Kuadrant · alexsnaps · Feb 26, 2025 · Feb 27, 2025 · Feb 27, 2025 · Mar 4, 2025
diff --git a/rfcs/0000-open-arch.md b/rfcs/0000-open-arch.md
@@ -0,0 +1,237 @@
+# An Open-Architecture for Kuadrant 
+
+- Feature Name: open-arch
+- Start Date: 2025-02-26
+- RFC PR: [Kuadrant/architecture#0000](https://github.com/Kuadrant/architecture/pull/0000)
+- Issue tracking: [Kuadrant/architecture#0000](https://github.com/Kuadrant/architecture/issues/0000)
+
+# Summary
+[summary]: #summary
+
+Kuadrant has been so far mostly focused on specific areas: AuthN/Z, DNS, TLS and Rate Limiting.
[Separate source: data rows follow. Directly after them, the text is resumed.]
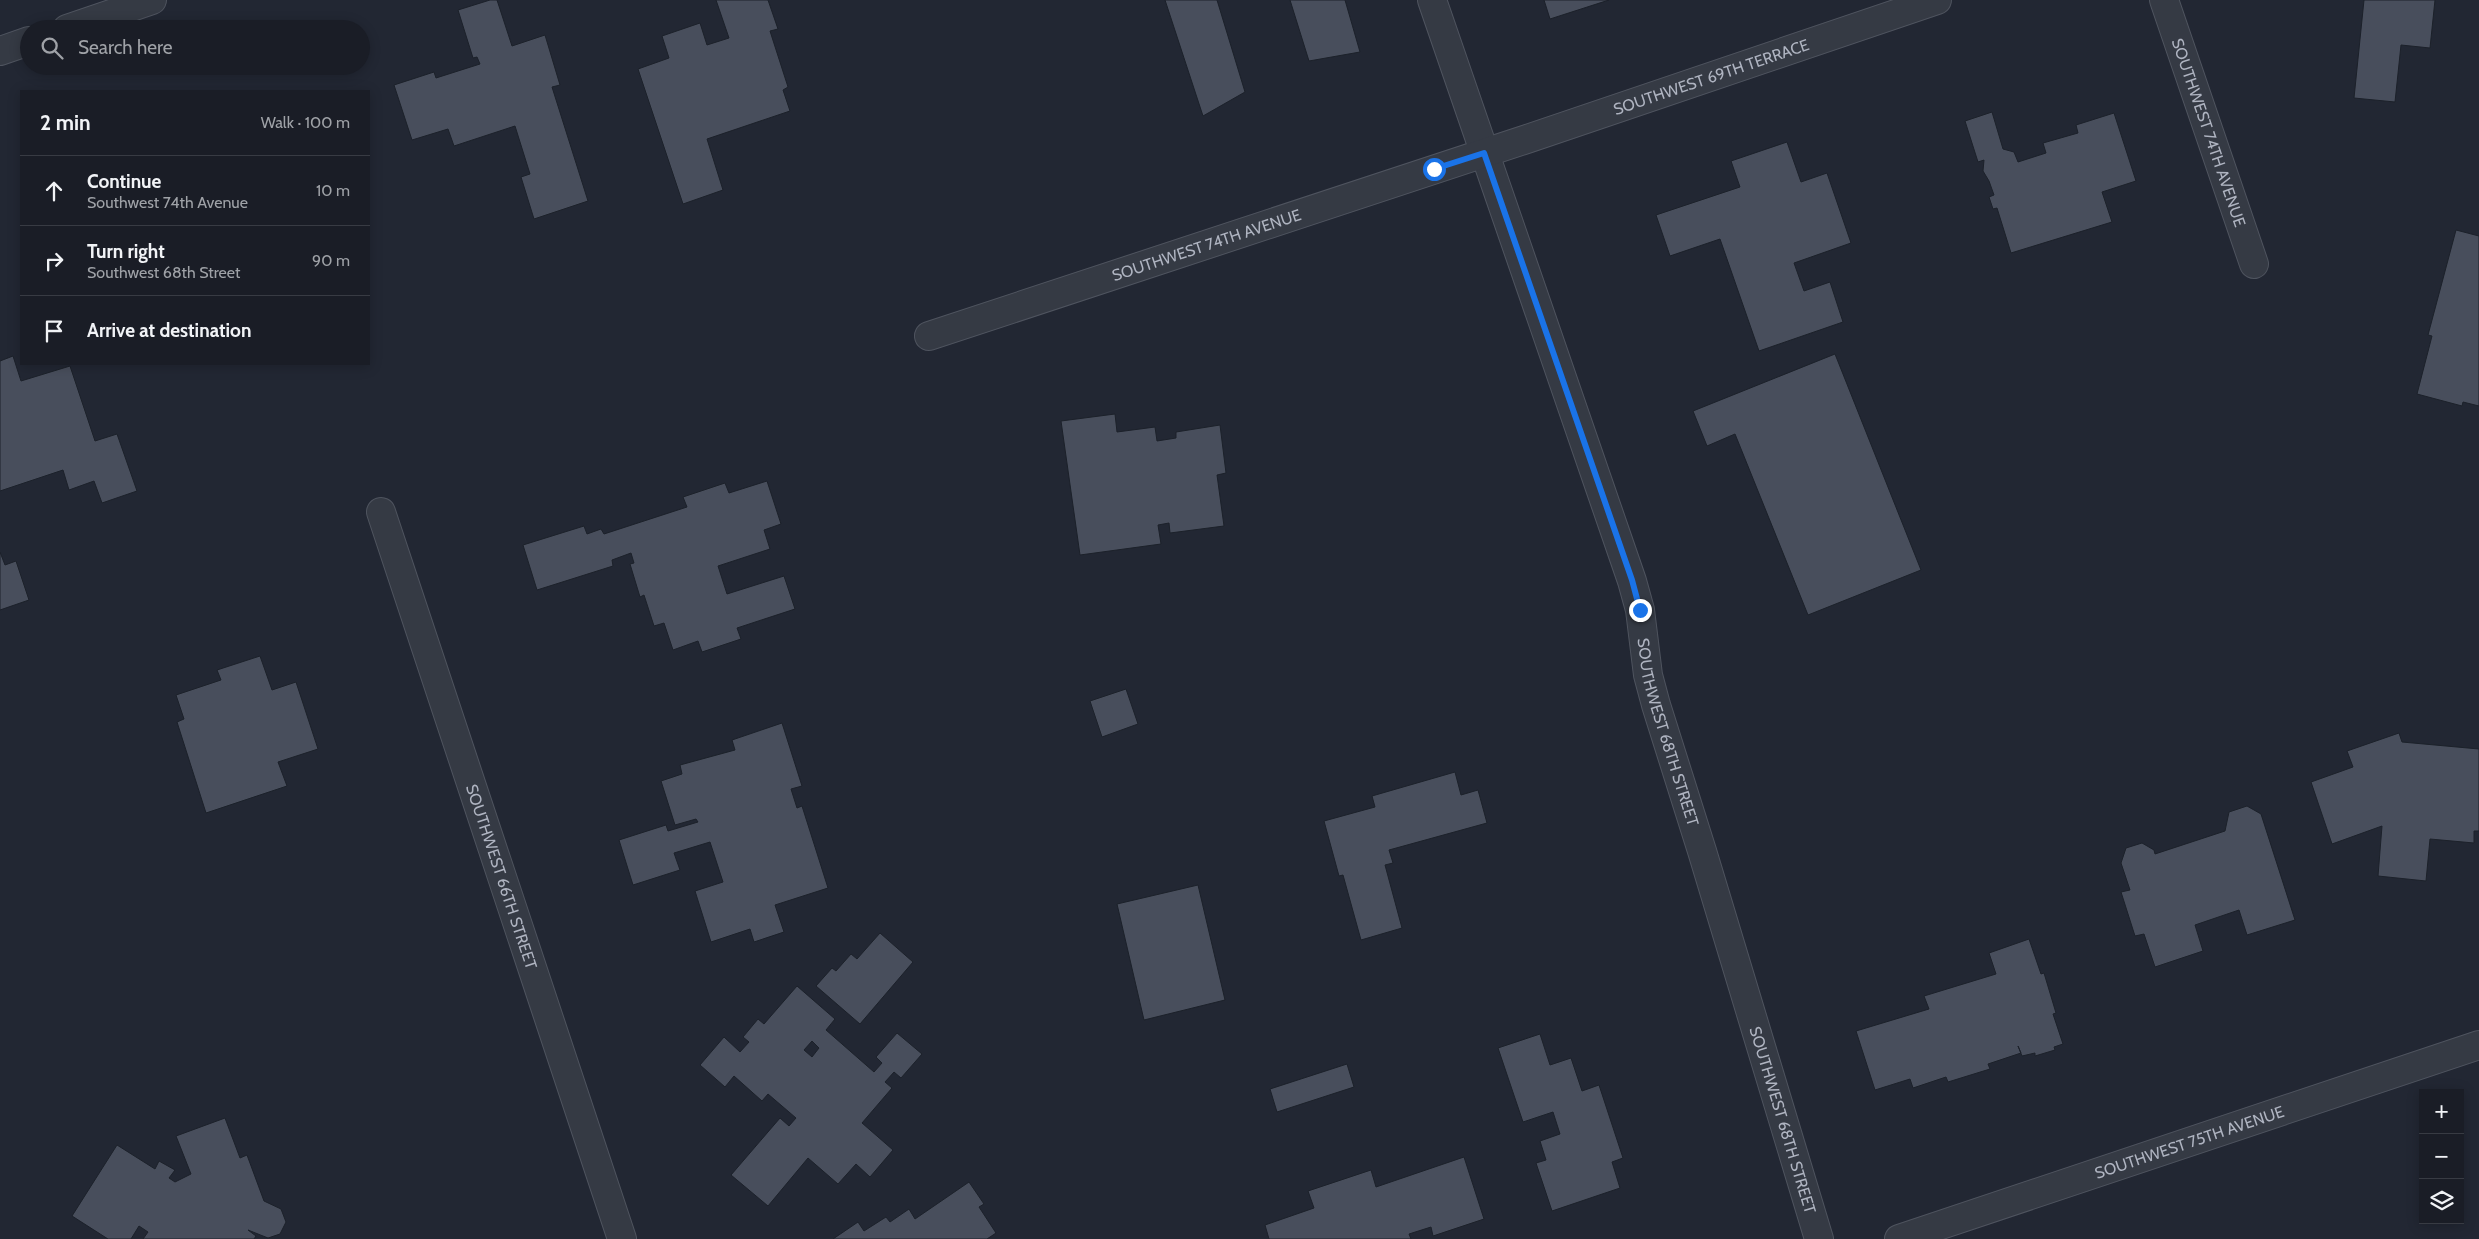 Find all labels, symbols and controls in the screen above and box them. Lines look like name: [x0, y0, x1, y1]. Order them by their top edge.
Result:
search box: [20, 20, 370, 75]
icon: search: [38, 34, 66, 62]
street label: SOUTHWEST 69TH TERRACE: [1611, 35, 1812, 119]
text: Search here: [78, 36, 172, 59]
street label: SOUTHWEST 74TH AVENUE: [2168, 36, 2250, 229]
text: 2 min: [40, 110, 91, 135]
text: Walk · 100 m: [261, 113, 350, 132]
route start: [1423, 158, 1446, 181]
text: Continue: [87, 170, 161, 193]
icon: ahead: [40, 177, 68, 205]
text: 10 m: [316, 181, 350, 200]
text: Southwest 74th Avenue: [87, 193, 248, 212]
street label: SOUTHWEST 74TH AVENUE: [1109, 205, 1303, 285]
text: Turn right: [87, 240, 165, 263]
icon: right: [40, 247, 68, 275]
text: 90 m: [312, 251, 350, 270]
text: Southwest 68th Street: [87, 263, 240, 282]
icon: arrive: [40, 317, 68, 345]
text: Arrive at destination: [87, 319, 251, 342]
route end: [1629, 599, 1652, 622]
street label: SOUTHWEST 68TH STREET: [1634, 637, 1703, 829]
street label: SOUTHWEST 66TH STREET: [462, 782, 541, 972]
street label: SOUTHWEST 68TH STREET: [1746, 1024, 1820, 1216]
map controls: [2419, 1089, 2464, 1224]
button: +: [2419, 1089, 2464, 1134]
street label: SOUTHWEST 75TH AVENUE: [2092, 1101, 2286, 1182]
button: −: [2419, 1134, 2464, 1179]
button: layers: [2419, 1179, 2464, 1224]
Most of these areas
+evolved in silos, independently from each other. There were some efforts to standardize certain aspects and get some
+of these features to work somewhat in tandem, in the form of authenticated rate limiting, which integrates two of
+the areas Kuadrant concerns itself with.
+
+The intent of this proposal is to formalize Kuadrant as a _platform_ to extend [Gateway API][1] functionality through the use
+of [Policy Attachment][2]. 
+
+# Motivation
+[motivation]: #motivation
+
+A few components emerged overtime that play a central role in _how_ functionality is exposed in Kuadrant:
+
+- Policies themselves;
+- [CEL][3] & Well-Known Attributes;
+- The [DAG][4] representing the current state of the cluster regarding Gateway API objects, as well as the policies
+  attached to them;
+- The [wasm-shim][https://github.com/Kuadrant/wasm-shim/?tab=readme-ov-file#sample-configuration] through its
+  configuration, enabling Kuadrant's own "filter chain" equivalent within the Gateway.
+
+The idea would be to expand on these components and formalizing their interfaces to their respective consumers. While
+these are solid building blocks, as proven by our current experience with those in building existing features, we would
+need to open Kuadrant up to make use of these to support a modular model for policies.
+
+Initially, users would only be exposed to these changes through _metapolicies_, domain specific policies that expose a
+higher-level abstraction to our existing policies.
+
+# Guide-level explanation
+[guide-level-explanation]: #guide-level-explanation
+
+While this proposal does enable the work on `Metapolicy`ies as they are mostly understood today, it actually abstracts
+the very essence of what the Kuadrant controller already is, i.e. a metacontroller that knows about the so-called
+"State-of-the-World" (or SotW), the directed acyclic graph (or DAG) we use to represent the state of the different
+Gateway API network objects and how policies attach to them.
+
+Aside that particularity of the SotW knowledge, certainly as far as the data-plane is concerned, the Kuadrant controller
+ingests `Auth-` and `RateLimit-` `Policy`ies and outputs `AuthConfig` and `Limit` CR respectively, while configuring the
+`Gateway`(s) as required, by configuring the wasm-shim they are running.
+
+## What's a *Metapolicy*?
+
+A *Metapolicy* is a policy just like any other [Gateway API Policy][2], other than it only affects one or more "core
+Kuadrant policies". A *Metapolicy* is managed by a `MetapolicyController` that will interact with the
+`KuadrantController` to integrate seamlessly in the ecosystem.
+
+Think of a `MetapolicyController` being a pure function that takes the custom *Metapolicy* and the Gateway API network
+objects it targets as input, and alters one or more Kuadrant Policies as a result.
+
+The simplest form will be a one-to-one match and their lifecycle will be the same. When creating the metapolicy, the
+resulting output `Policy` gets created; on updates, it is updated; and, finally, when the metapolicy is deleted, the
+matching core `Policy` also gets deleted.
+
+In other cases tho, a metapolicy might depend directly or indirectly on the existence of another core `Policy`. Further
+more it may need to alter that policy in one way or another.
+
+> [!NOTE]
+> An example of such a policy, would be the `PlanPolicy`. That policy points indirectly to an `AuthConfig`, that it'll use
+> as the source of data to match a request to a "plan". In abstract terms, it would need to alter the `AuthConfig` so that
+> it enriches the metadata available to the wasm-shim (and as such to other services it calls into), with the "plan"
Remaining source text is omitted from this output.